In my opinion IE9 is definitely a huge step in the right direction!
Hardware acceleration is definitely looking cool, IE9 has at least pushed other browsers to move faster in that direction (Firefox 4).
Almost all my clients (thus far) use a variant of IE, except the ones I have converted to chrome :D
At least if they insist on sticking with IE, once they upgrade to IE9 I’ll have much more freedom using CSS3 everywhere.
I don’t think the crashing will be a problem when the official version is released.
I wonder how many people will start using IE9 as their main browser – I think the IE usage will definitely increase once it’s been released. I hope Microsoft does updates and improves the HTML5 support, CSS3 selectors, etc.
IE9 isn’t supported by WinXP, which is kind of annoying.
I’m using Firefox4beta9 atm and I think it’s really cool.
Check this out in firefox, chrome and safari:
The images look jagged (I’m using -moz/webkit-transform) in Chrome, but good in firefox and safari.

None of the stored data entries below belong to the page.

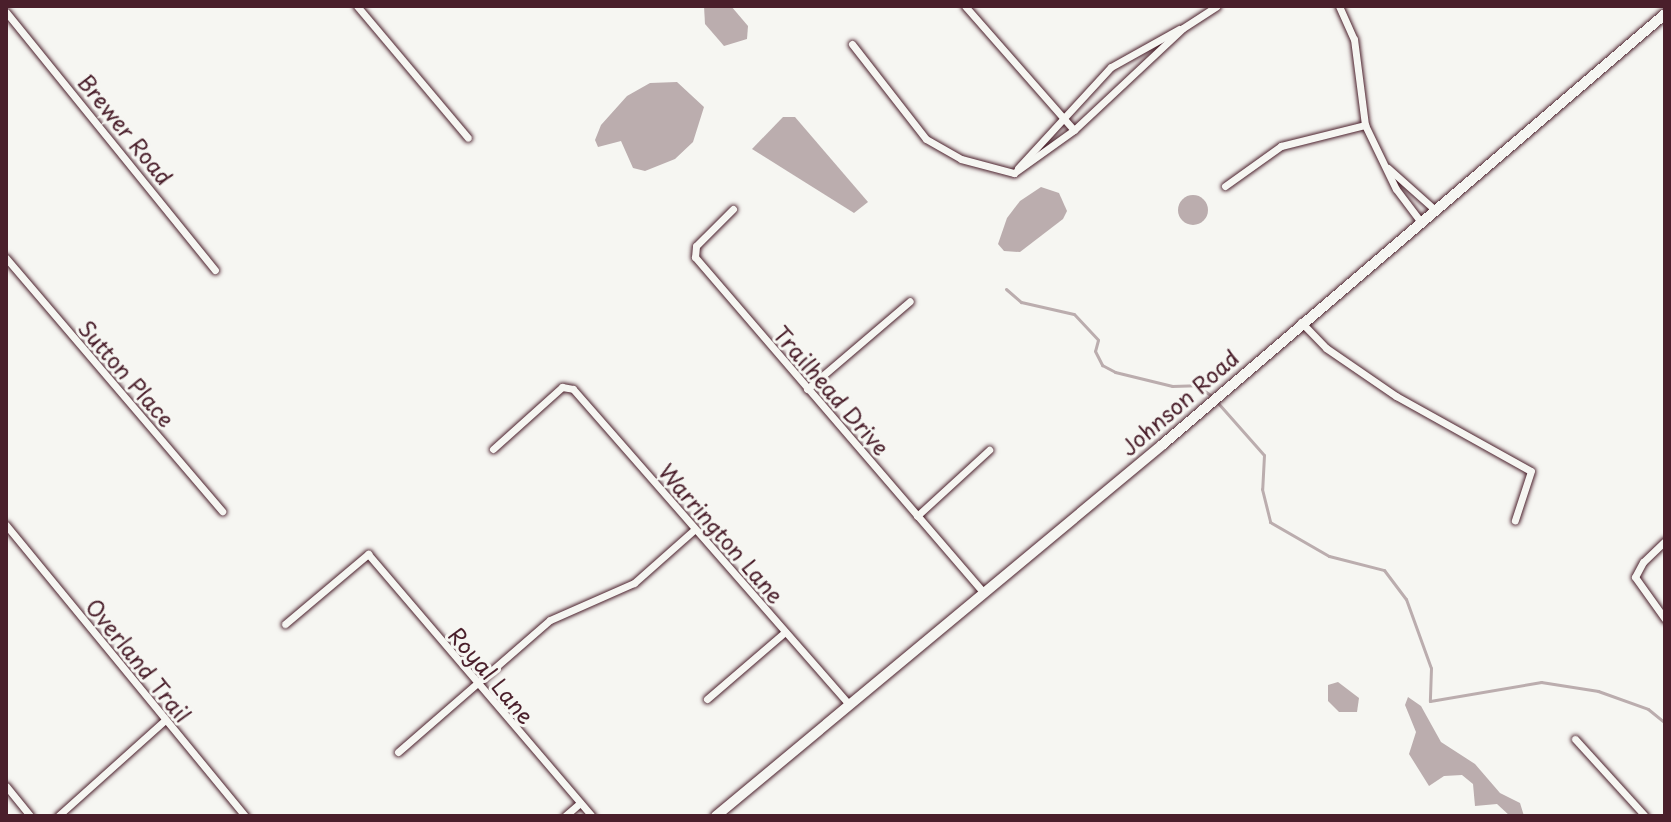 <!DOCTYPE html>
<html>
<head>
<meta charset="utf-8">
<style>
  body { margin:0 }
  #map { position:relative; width:1671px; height:822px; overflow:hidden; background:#f6f6f2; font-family:"Playpen Sans",sans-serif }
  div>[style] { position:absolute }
  .water>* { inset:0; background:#bbadae }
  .round { border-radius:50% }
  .stream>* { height:3px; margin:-1.5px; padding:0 1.5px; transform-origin:1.5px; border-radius:1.5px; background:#bbadae }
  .roads { filter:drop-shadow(0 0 2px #4a1f2b) drop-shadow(0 0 2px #4a1f2b) }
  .street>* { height:7px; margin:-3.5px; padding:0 3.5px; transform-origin:3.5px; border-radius:3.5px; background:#f6f6f2 }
  .secondary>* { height:10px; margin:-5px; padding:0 5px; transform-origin:5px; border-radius:5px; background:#f6f6f2 }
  span { translate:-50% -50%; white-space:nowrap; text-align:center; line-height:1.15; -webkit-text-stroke:6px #f6f6f2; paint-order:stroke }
  .street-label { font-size:22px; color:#4a1f2b }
  .frame { position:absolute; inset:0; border:8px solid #4a1f2b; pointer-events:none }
</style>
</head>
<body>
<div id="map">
  <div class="water">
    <i style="clip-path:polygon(704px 6px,731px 6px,748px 26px,747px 39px,724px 46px,705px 24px)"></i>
    <i style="clip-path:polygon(677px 82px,704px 107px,693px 142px,675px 159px,645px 171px,633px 168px,621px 141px,598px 147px,595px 140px,601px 125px,627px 96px,650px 83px)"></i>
    <i style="clip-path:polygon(783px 117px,795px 117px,868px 202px,854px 213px,752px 149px)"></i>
    <i style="clip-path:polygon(1041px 187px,1059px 193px,1067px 211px,1063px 219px,1020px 252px,1004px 251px,998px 244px,1007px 218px,1020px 201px)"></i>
    <i class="round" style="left:1178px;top:195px;width:30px;height:30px"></i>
    <i style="clip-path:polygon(1338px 682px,1359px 698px,1357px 712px,1339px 712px,1328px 701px,1328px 685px)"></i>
    <i style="clip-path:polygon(1408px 697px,1421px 706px,1441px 742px,1475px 764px,1500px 793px,1520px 803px,1524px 816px,1510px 816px,1497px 804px,1475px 806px,1473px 784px,1462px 775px,1444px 776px,1429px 786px,1409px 754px,1416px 732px,1405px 705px)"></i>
  </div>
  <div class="stream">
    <i style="left:1006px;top:289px;width:20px;rotate:41deg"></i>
    <i style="left:1021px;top:302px;width:54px;rotate:12.8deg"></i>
    <i style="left:1074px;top:314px;width:35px;rotate:47deg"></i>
    <i style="left:1098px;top:340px;width:11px;rotate:105deg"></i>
    <i style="left:1095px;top:351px;width:16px;rotate:63deg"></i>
    <i style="left:1102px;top:365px;width:15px;rotate:28deg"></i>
    <i style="left:1115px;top:372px;width:59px;rotate:13.8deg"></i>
    <i style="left:1172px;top:386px;width:24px;rotate:-2deg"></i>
    <i style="left:1196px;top:385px;width:21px;rotate:35deg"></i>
    <i style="left:1218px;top:403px;width:69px;rotate:48.5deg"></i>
    <i style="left:1264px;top:455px;width:34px;rotate:93deg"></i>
    <i style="left:1262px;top:489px;width:34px;rotate:76deg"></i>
    <i style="left:1270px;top:522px;width:68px;rotate:30deg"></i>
    <i style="left:1329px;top:556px;width:57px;rotate:14.3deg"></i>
    <i style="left:1384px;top:570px;width:36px;rotate:53deg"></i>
    <i style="left:1406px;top:599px;width:73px;rotate:70.1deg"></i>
    <i style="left:1431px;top:668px;width:33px;rotate:92deg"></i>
    <i style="left:1430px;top:701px;width:113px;rotate:-9.7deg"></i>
    <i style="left:1541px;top:682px;width:58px;rotate:9deg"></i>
    <i style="left:1598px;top:691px;width:53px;rotate:19.8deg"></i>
    <i style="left:1648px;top:709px;width:22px;rotate:39deg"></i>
  </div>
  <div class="roads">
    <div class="street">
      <i style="left:357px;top:6px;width:172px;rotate:49.9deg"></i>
      <i style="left:965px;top:6px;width:165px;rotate:48.7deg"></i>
      <i style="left:1339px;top:6px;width:36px;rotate:66deg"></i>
      <i style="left:1354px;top:39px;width:87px;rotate:82.7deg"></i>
      <i style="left:1365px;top:125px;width:71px;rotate:64.2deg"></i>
      <i style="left:1396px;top:189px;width:40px;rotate:53deg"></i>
      <i style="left:6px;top:12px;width:332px;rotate:51deg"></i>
      <i style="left:852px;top:44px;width:120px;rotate:52.1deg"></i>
      <i style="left:926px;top:139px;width:40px;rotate:29.7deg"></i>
      <i style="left:961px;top:159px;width:55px;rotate:14.8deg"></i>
      <i style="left:1018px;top:168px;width:137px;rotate:-47.4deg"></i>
      <i style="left:1111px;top:67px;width:78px;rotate:-29.2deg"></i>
      <i style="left:1388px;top:168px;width:62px;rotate:41.7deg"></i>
      <i style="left:1014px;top:173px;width:74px;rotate:-35.6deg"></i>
      <i style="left:1074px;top:130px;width:149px;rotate:-43.1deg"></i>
      <i style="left:1183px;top:28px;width:40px;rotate:-32.9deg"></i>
      <i style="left:1225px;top:186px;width:69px;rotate:-35.5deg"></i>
      <i style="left:1281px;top:146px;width:87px;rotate:-14deg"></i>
      <i style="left:733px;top:209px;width:52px;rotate:135deg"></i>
      <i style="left:696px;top:246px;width:11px;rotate:95deg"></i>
      <i style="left:695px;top:257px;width:443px;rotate:49.3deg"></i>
      <i style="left:6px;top:258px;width:333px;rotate:49.5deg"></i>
      <i style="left:1301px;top:322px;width:36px;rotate:46deg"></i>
      <i style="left:1326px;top:348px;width:85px;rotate:34.4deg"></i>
      <i style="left:1396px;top:396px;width:154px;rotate:29.1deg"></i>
      <i style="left:1531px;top:471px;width:52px;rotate:108.1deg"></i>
      <i style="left:807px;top:389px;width:135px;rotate:-40.5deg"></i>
      <i style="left:493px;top:449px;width:93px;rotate:-41.9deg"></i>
      <i style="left:562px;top:387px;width:11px;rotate:10deg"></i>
      <i style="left:573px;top:389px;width:419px;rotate:48.8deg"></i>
      <i style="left:917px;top:516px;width:98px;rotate:-42.5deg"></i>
      <i style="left:6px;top:525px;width:377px;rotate:50.6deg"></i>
      <i style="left:1665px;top:541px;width:30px;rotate:136deg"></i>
      <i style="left:1643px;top:562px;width:17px;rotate:118deg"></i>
      <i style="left:1635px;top:577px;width:52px;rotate:54.5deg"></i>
      <i style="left:285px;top:624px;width:109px;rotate:-40.1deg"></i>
      <i style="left:368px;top:554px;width:345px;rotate:49.5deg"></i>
      <i style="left:707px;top:699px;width:103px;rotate:-40.7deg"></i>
      <i style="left:1575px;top:739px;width:104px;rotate:47.7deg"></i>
      <i style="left:398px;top:752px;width:201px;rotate:-41deg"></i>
      <i style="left:550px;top:620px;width:92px;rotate:-23.8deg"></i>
      <i style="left:634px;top:583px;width:80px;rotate:-41.5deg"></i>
      <i style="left:6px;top:786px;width:38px;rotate:51deg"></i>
      <i style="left:58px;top:816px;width:144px;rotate:-41.9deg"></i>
      <i style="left:565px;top:816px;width:20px;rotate:-41deg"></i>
    </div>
    <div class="secondary">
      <i style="left:716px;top:816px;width:580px;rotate:-39.75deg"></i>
      <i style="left:1162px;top:445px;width:662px;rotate:-40.59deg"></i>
    </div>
  </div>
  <div class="street-label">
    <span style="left:126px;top:129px;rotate:51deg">Brewer Road</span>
    <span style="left:127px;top:373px;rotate:49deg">Sutton Place</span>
    <span style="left:832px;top:390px;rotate:49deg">Trailhead Drive</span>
    <span style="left:1179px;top:402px;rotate:-41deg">Johnson Road</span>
    <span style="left:722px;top:533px;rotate:49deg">Warrington Lane</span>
    <span style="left:139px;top:660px;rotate:51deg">Overland Trail</span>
    <span style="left:492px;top:675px;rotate:50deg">Royal Lane</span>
  </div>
  <div class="frame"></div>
</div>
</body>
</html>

I like Chrome because it’s updated so often and it’s fast.
The firefox search functionality in the URL area is unmatched (From what I’ve seen). I can find any website immediately with as little as 2 characters.
This url ‘http://css-tricks.com/forums/discussion/10489/ie9-your-opinion/’ can be found by typing ‘ie9 op’, ‘tricks ie9’, ‘9-y’, etc. It’s amazingly useful – For me. Also firefox has firebug – The chrome version doesn’t do it for me.
If it wasn’t for firebug, web-dev tools and Mozilla being awesome, I would switch to Chrome, however with Firefox4 on the verge of coming out, I’ll definitely be sticking with it.
IE9 takes ages to load for me and keeps asking me if I want to speed up launching by disabling add-ons…none of which I installed myself…
The people that will upgrade are those that have the choice to upgrade. The reason we’re stuck with IE6 is generalyl due to lazy Organisations who cannot be bothered to upgrade people as it will break their intranet
I built a site for a friend about a year ago with a themeforest template, and it naturally worked fine in all the browsers at the time. It still works fine in all the current browsers, except IE 9, which breaks it badly.
A client would expect to get a site that works in all the browsers at the time of creation. My question is, how responsible should a designer/developer be for the website working in as yet un-released browsers in the future?
On the one hand I don’t want to create bad blood with a client by charging to fix it, but on the other hand I don’t want to be expected to do freebie upgrades endlessly into the future.